◆ Assignment: Determine which lines of the records include the word "bubble", and copy them.

◆ Data for this task:
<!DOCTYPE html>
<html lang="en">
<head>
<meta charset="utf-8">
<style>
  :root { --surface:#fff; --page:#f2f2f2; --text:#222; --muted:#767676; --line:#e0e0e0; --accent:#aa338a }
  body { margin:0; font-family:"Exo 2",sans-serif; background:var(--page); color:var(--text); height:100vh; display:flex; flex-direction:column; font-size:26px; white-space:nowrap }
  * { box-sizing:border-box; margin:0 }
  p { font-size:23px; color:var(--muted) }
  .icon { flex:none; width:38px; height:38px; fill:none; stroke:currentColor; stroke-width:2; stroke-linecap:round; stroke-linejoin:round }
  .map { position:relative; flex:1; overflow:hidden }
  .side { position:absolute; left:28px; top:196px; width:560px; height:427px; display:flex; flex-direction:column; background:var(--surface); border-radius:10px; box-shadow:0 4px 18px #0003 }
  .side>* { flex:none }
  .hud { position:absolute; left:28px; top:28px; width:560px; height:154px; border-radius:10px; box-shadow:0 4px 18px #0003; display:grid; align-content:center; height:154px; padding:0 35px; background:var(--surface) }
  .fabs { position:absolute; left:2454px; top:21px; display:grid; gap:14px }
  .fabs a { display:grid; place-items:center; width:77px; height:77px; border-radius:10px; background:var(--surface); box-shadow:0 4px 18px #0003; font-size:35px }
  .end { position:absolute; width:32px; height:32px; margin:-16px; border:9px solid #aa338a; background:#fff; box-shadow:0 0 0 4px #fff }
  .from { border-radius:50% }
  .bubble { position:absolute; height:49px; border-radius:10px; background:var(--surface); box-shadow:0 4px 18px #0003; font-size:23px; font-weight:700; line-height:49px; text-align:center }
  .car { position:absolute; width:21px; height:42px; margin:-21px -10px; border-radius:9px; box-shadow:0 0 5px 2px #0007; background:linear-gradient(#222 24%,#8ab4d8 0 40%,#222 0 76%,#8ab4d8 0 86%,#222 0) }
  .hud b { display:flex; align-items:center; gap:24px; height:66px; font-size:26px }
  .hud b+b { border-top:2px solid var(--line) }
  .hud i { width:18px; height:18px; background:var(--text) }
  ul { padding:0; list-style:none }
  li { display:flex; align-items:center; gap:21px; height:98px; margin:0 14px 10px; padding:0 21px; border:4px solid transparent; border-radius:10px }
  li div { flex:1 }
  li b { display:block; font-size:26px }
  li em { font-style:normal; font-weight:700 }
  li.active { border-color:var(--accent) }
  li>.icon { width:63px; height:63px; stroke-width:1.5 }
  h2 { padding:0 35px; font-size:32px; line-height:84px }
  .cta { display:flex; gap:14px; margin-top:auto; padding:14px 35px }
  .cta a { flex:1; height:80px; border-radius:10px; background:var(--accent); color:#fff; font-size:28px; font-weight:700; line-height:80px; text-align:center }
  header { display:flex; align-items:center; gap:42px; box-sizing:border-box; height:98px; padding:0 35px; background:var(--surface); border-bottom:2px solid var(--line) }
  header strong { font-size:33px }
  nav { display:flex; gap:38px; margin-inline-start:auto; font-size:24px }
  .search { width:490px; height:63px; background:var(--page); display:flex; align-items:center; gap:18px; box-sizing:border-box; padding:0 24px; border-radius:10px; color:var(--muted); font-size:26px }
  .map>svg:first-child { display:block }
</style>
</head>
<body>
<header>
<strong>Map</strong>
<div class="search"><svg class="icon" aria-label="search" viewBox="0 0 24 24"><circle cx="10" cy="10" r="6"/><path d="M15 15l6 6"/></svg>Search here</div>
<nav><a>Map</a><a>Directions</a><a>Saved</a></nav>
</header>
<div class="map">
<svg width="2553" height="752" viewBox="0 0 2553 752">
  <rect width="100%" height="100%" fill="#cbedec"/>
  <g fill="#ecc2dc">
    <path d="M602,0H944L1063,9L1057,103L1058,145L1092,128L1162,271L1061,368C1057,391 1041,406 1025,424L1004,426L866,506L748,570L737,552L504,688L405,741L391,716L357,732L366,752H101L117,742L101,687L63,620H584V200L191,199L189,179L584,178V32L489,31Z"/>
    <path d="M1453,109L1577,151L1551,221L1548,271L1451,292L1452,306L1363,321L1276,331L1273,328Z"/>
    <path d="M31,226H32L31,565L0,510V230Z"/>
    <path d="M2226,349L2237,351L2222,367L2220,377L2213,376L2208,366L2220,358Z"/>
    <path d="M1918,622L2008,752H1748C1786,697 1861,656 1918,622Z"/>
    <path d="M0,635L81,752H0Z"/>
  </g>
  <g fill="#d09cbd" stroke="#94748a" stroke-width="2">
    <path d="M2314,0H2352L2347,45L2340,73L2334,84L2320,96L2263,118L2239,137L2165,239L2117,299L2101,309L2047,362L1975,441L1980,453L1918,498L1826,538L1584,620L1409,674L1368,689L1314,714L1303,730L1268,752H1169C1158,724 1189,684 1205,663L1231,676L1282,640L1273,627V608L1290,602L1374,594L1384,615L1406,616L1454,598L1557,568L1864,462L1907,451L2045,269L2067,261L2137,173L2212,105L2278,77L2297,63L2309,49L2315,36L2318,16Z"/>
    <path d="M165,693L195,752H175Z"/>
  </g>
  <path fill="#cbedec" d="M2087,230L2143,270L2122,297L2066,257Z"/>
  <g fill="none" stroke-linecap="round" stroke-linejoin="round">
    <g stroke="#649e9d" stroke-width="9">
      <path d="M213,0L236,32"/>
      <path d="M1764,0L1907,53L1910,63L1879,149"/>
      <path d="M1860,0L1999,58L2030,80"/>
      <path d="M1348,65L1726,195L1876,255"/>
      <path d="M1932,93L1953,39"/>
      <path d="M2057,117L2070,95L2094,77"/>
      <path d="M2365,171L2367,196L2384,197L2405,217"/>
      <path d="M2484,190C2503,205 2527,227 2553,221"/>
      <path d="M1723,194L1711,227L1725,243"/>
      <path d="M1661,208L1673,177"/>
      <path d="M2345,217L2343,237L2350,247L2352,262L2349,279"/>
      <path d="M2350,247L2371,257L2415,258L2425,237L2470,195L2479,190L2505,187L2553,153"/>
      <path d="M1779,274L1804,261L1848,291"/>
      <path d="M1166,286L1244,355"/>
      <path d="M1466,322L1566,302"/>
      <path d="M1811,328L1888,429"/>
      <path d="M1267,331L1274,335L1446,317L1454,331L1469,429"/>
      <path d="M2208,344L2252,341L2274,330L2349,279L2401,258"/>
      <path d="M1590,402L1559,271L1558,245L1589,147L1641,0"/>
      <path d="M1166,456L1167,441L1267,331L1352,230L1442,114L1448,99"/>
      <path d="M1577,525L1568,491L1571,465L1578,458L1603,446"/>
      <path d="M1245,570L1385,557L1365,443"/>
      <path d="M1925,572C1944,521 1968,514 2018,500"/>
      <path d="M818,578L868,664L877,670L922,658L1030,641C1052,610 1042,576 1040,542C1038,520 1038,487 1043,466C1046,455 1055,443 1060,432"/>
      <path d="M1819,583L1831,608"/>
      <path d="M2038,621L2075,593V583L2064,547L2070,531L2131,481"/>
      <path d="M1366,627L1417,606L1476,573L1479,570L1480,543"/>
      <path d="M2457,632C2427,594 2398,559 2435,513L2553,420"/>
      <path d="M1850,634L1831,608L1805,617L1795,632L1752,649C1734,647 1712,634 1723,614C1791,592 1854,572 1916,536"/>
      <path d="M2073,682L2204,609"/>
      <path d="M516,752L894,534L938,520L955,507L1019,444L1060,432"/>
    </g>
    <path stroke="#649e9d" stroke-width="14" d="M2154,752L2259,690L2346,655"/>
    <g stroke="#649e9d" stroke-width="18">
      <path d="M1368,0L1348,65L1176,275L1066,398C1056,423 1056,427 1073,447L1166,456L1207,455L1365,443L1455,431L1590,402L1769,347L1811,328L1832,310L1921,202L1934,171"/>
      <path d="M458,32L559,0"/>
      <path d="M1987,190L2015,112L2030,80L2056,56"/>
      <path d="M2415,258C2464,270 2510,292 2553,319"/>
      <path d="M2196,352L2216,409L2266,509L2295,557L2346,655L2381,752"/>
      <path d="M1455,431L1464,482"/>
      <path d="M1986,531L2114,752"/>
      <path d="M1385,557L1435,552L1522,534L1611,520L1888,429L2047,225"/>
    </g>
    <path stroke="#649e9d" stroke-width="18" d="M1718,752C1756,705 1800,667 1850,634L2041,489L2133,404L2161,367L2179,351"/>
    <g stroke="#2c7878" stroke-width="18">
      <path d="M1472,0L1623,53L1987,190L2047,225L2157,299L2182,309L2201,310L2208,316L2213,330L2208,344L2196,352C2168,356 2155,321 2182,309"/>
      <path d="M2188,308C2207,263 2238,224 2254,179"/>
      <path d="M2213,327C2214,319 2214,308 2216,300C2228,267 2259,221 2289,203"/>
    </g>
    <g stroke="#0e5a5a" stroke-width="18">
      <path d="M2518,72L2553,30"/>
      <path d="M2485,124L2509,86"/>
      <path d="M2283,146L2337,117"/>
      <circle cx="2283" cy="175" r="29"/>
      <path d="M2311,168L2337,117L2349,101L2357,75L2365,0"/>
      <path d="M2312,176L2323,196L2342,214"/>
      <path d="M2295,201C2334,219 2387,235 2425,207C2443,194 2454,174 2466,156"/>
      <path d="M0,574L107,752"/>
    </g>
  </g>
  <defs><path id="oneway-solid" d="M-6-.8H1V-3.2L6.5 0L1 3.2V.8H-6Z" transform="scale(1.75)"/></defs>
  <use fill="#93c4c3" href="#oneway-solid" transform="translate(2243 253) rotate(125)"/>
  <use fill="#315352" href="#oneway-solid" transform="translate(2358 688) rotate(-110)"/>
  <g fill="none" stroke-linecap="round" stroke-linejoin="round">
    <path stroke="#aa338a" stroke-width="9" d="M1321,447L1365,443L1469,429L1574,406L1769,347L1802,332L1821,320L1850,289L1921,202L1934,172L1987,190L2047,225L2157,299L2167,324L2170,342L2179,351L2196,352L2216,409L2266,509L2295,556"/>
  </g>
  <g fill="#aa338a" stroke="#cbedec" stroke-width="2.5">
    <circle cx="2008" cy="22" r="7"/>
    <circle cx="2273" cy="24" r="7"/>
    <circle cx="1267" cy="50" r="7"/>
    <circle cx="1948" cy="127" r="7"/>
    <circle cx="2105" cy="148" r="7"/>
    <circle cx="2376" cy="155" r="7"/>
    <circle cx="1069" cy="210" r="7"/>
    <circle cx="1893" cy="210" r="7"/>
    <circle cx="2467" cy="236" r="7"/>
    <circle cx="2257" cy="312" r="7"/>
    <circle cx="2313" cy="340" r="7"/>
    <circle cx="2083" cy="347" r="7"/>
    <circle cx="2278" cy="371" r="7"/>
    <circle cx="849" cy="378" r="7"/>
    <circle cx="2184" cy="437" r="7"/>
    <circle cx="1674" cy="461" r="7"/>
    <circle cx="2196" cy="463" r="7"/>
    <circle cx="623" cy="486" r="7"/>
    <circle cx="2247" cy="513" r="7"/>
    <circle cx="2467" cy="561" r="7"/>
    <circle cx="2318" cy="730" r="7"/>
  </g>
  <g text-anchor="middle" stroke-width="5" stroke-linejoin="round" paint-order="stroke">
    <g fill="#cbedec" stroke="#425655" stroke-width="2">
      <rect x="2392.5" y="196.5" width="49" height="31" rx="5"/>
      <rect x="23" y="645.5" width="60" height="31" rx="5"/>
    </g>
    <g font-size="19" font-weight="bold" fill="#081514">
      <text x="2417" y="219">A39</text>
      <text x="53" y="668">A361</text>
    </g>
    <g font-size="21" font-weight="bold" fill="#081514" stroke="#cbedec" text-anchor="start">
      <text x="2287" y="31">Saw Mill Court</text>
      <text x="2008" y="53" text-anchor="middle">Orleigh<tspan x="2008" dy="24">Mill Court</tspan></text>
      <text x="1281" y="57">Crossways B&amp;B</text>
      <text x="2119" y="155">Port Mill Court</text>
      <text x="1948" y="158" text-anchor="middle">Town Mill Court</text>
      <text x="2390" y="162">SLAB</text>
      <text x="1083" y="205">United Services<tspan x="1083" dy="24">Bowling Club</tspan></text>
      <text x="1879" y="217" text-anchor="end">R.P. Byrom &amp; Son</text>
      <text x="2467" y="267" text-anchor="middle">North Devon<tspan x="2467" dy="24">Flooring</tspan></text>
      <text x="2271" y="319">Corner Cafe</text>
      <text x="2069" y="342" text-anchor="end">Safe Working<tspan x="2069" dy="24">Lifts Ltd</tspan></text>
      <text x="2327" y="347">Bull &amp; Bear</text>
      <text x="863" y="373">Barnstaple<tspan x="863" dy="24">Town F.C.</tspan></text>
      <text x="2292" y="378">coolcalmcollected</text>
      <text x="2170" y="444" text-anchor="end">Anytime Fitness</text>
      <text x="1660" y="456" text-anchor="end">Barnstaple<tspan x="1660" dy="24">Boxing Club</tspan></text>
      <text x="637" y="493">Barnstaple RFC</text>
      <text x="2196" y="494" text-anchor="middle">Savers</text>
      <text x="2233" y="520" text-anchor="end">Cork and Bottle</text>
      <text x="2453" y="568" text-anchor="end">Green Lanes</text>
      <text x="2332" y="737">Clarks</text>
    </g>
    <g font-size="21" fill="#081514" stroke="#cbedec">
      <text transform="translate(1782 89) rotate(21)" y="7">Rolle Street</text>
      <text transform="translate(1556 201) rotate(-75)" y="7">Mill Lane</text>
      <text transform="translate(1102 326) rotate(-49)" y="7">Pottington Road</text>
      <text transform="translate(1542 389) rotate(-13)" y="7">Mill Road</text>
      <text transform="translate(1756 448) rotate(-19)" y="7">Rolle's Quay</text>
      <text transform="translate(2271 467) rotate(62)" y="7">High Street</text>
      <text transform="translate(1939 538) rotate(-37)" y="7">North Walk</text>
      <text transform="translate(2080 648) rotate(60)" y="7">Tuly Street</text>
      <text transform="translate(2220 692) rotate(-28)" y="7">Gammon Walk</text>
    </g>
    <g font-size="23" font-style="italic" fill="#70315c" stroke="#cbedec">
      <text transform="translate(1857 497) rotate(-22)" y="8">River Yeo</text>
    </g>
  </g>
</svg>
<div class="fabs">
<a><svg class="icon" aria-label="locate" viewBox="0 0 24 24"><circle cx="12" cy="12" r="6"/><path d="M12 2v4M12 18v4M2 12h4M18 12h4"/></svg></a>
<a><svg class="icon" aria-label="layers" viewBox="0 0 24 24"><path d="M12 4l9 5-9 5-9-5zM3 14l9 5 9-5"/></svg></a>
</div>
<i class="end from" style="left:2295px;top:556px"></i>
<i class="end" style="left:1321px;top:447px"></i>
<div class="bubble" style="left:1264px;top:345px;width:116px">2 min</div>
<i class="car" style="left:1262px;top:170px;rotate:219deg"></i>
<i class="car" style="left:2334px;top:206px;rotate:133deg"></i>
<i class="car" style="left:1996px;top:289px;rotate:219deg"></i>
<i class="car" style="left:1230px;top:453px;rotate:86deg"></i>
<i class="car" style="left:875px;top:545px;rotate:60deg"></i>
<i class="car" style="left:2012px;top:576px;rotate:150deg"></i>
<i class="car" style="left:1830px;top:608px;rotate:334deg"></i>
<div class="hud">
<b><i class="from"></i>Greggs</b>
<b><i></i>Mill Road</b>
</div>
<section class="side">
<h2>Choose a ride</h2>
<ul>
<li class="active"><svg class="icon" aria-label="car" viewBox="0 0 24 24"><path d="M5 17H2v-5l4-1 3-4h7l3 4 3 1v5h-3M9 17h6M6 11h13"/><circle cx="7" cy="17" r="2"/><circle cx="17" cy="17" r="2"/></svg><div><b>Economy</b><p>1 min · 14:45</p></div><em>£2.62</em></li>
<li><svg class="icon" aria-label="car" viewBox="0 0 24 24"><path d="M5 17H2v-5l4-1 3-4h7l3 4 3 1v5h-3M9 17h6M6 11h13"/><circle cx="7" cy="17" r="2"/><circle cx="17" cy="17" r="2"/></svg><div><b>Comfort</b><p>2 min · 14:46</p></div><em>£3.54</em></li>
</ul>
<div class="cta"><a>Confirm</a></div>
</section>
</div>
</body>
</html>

◆ Written solution:
  .bubble { position:absolute; height:49px; border-radius:10px; background:var(--surface); box-shadow:0 4px 18px #0003; font-size:23px; font-weight:700; line-height:49px; text-align:center }
<div class="bubble" style="left:1264px;top:345px;width:116px">2 min</div>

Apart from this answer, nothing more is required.